List what you need to do to achieve you goal. Break it down into monthly, weekly, and daily targets. Print of a sheet that you leave by your phone or computer so you can tick off what you need to do daily. That's how I get to write three blogs a week and work on a novel too.

And what's amazing about ticking off the list, daily, is that you feel better, you feel as if you're on track and ... the secret ... you get everything done much quicker! As I mentioned in a previous post, you can time yourself and see if you can beat your daily averages just to spur you on!

And as things get done quicker, you free up more time for other things you'd like to get done. More values and goals can then be entered onto the list.

Since starting my daily tasks list, I've managed to add in three other things to do each day, including, recently, an hour's daily tuition with my older son. (And I'm still on top of the ironing and banking duties I do each day!)
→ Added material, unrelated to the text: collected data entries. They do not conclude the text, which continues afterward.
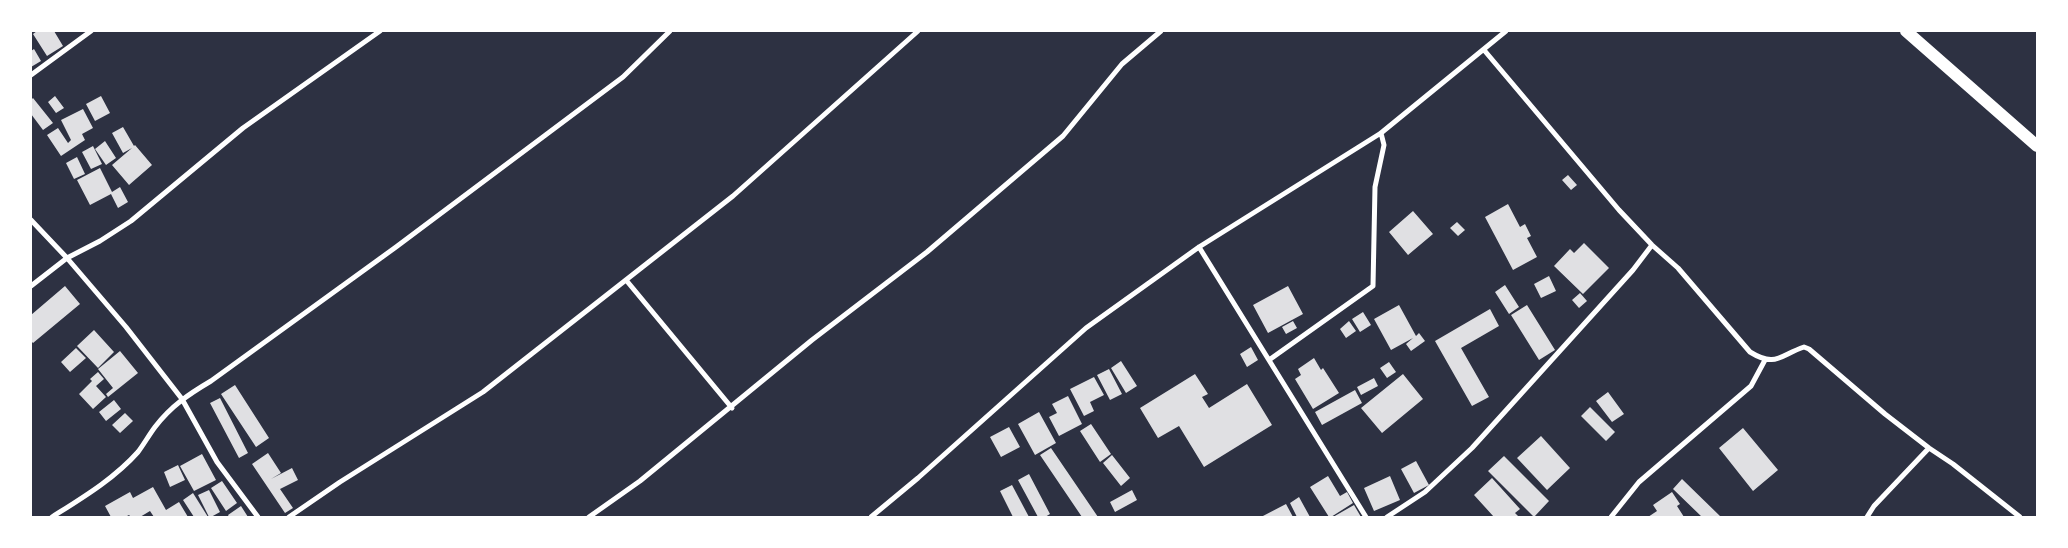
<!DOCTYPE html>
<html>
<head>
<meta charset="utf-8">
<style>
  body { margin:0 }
  #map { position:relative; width:2068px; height:548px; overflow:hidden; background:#2d3142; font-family:"Sofia Sans Condensed",sans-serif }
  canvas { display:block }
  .frame { position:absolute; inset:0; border:32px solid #fff; pointer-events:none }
</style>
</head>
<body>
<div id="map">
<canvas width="2068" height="548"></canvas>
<div class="frame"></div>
</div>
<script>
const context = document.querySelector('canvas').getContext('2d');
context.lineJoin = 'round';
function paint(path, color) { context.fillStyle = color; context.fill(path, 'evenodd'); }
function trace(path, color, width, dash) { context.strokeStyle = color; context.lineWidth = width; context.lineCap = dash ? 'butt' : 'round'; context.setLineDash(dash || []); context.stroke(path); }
paint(new Path2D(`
  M37,31H54L63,46L47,56L33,34Z
  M34,49L41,61L31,67V51Z
  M55,96L64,108L56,113L48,102Z
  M101,96L110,113L95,121L86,104Z
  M33,98L53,123L43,130L31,114V100Z
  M83,109L93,128L82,134L85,140L61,156L47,135L58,128L68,143L71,140L61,120Z
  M123,127L134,146L135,145L152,165L129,185L112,165L132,148L123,153L112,133Z
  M105,141L116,158L106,165L95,149Z
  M93,146L102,164L91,169L82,152Z
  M77,157L85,174L74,179L66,163Z
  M100,168L112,192L120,187L128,202L118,208L111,194L90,205L77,180Z
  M1568,175L1577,185L1571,190L1562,180Z
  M1508,204L1520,227L1525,224L1531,236L1527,238L1537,257L1513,270L1485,217Z
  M1413,211L1433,234L1408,255L1389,232Z
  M1457,222L1465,230L1458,236L1450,228Z
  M1584,243L1609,268L1583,294L1554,266L1570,249L1574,253Z
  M1549,276L1556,291L1541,298L1534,284Z
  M1505,285L1519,307L1509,314L1495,292Z
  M65,286L80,304L33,343L31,341V315Z
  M1288,286L1303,314L1268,333L1253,305Z
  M1580,293L1587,301L1579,308L1572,300Z
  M1399,305L1416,336L1419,333L1425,341L1411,351L1406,344L1413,338L1391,350L1374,319Z
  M1527,305L1555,350L1539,360L1511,315Z
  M1490,309L1499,326L1461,348L1489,397L1472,406L1435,341Z
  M1363,312L1371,325L1360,332L1352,319Z
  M1293,321L1297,328L1286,334L1282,327Z
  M1349,321L1356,331L1346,338L1340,329Z
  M94,330L114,352L98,368L77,346Z
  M1251,347L1258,360L1247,367L1240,354Z
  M76,348L86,358L70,372L61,362Z
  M120,351L138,373L108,397L106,394L113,388L98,369Z
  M1314,358L1321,370L1323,368L1339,393L1313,409L1295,379L1301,375L1298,369Z
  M1121,361L1137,386L1126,393L1111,368Z
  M1389,362L1396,372L1387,378L1380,368Z
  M1109,369L1122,394L1110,400L1097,375Z
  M98,372L104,379L96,386L106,397L93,409L79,394L92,381L90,379Z
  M1195,374L1208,394L1202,397L1209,408L1247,384L1272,425L1204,467L1179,426L1158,438L1140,408Z
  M1403,374L1423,399L1382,433L1361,408Z
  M1094,377L1104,395L1090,402L1094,411L1084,416L1070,389Z
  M1374,378L1378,386L1361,395L1357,387Z
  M235,385L269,438L256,447L221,394Z
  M1355,390L1362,403L1322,425L1315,412Z
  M1608,392L1624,414L1612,422L1596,401Z
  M1068,396L1082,424L1059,436L1049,417L1057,413L1052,404Z
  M220,398L248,453L239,458L210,403Z
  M114,400L121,409L106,421L99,412Z
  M1590,407L1615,432L1606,441L1581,416Z
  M1039,412L1056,443L1035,455L1018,424Z
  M125,413L133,421L120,433L112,425Z
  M1091,424L1111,454L1100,462L1080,431Z
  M1009,427L1020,447L1001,457L990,437Z
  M1743,428L1778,470L1753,491L1719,448Z
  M1541,436L1570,468L1547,490L1517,458Z
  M1051,448L1098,517H1082L1040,455Z
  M268,453L281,473L271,479L292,468L298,480L280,489L293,508L285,513L252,464Z
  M202,454L216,480L194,491L180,466Z
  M1112,455L1130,478L1121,486L1103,463Z
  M1504,456L1549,501L1534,517L1488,471Z
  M1416,461L1429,485L1414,493L1401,469Z
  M178,465L185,480L170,487L164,472Z
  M1029,474L1050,514L1045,517H1038L1018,480Z
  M1328,476L1340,496L1347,492L1353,503L1331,517H1329L1310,487Z
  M1390,476L1400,500L1374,511L1364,488Z
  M1492,478L1520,509L1515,513L1519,517H1494L1474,495Z
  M1682,479L1721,517H1702L1673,489Z
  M222,481L237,503L226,511L211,488Z
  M1012,485L1029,517H1013L1000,491Z
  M153,487L166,510L179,502L188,517H154L150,511L140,517H131L129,515L125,517H111L105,506L130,492L133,498Z
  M209,490L220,512L211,517H209L198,495Z
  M1132,490L1137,500L1115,512L1110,502Z
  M1672,492L1680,504L1677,506L1684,517H1648L1657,511L1653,505Z
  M193,493L208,517H194L183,500Z
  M1299,497L1310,517H1297L1290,503Z
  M1286,504L1293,517H1261Z
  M1354,505L1361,517H1333Z
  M241,506L248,517H229L228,515Z`), '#e0e0e3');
trace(new Path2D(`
  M1484,50L1619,210L1652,245L1678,268L1750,352C1776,368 1780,355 1804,347L1809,349L1885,414L1929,448L1953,464L2020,517
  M31,75L91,31
  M31,220L67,258L126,327L182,399L217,462L258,517
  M1199,247L1366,517
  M626,280L732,408
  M31,286L67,258L100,241L131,221L243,128L380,31
  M1269,360L1373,286L1375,187L1384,145L1381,133
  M52,517C82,498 114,479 138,452C144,444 149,435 155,427C171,406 189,394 211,381L396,247L623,77L670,31
  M289,517L340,482L483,392L733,196L918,31
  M589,517L640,481L812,340L927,252L1063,136L1122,64L1161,31
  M871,517L918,478L1086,328L1199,247L1381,133L1506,31
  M1387,517L1425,492L1472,448L1633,270L1652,245
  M1611,517L1639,482L1751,386L1765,360
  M1867,517L1874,506L1929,448`), '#fff', 5);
trace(new Path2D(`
  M1906,31L2037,146`), '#fff', 12);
</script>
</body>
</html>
I feel good, feel as if I'm getting somewhere, have good targets ... and this is also affecting how I think about other issues in life too. Is X part of the plan? If not, why am I doing it? Can I delegate it if it does? As an adult who is stretched by many distractions - automating many of them so they become daily habits - has enabled me to concentrate on thinking about the deeper values that I want to secure and enjoy. It also keeps me from being distracted by the non-essentials.

So when I sit down with a pupil and we sketch out a plan for an essay, I explain how this relates to their life - about how, if we automate the plan (thesis, exposition, conclusion trio) then that frees our minds up to write more creatively ... and frees our time up to live more creatively when we apply it to the bigger picture of our life.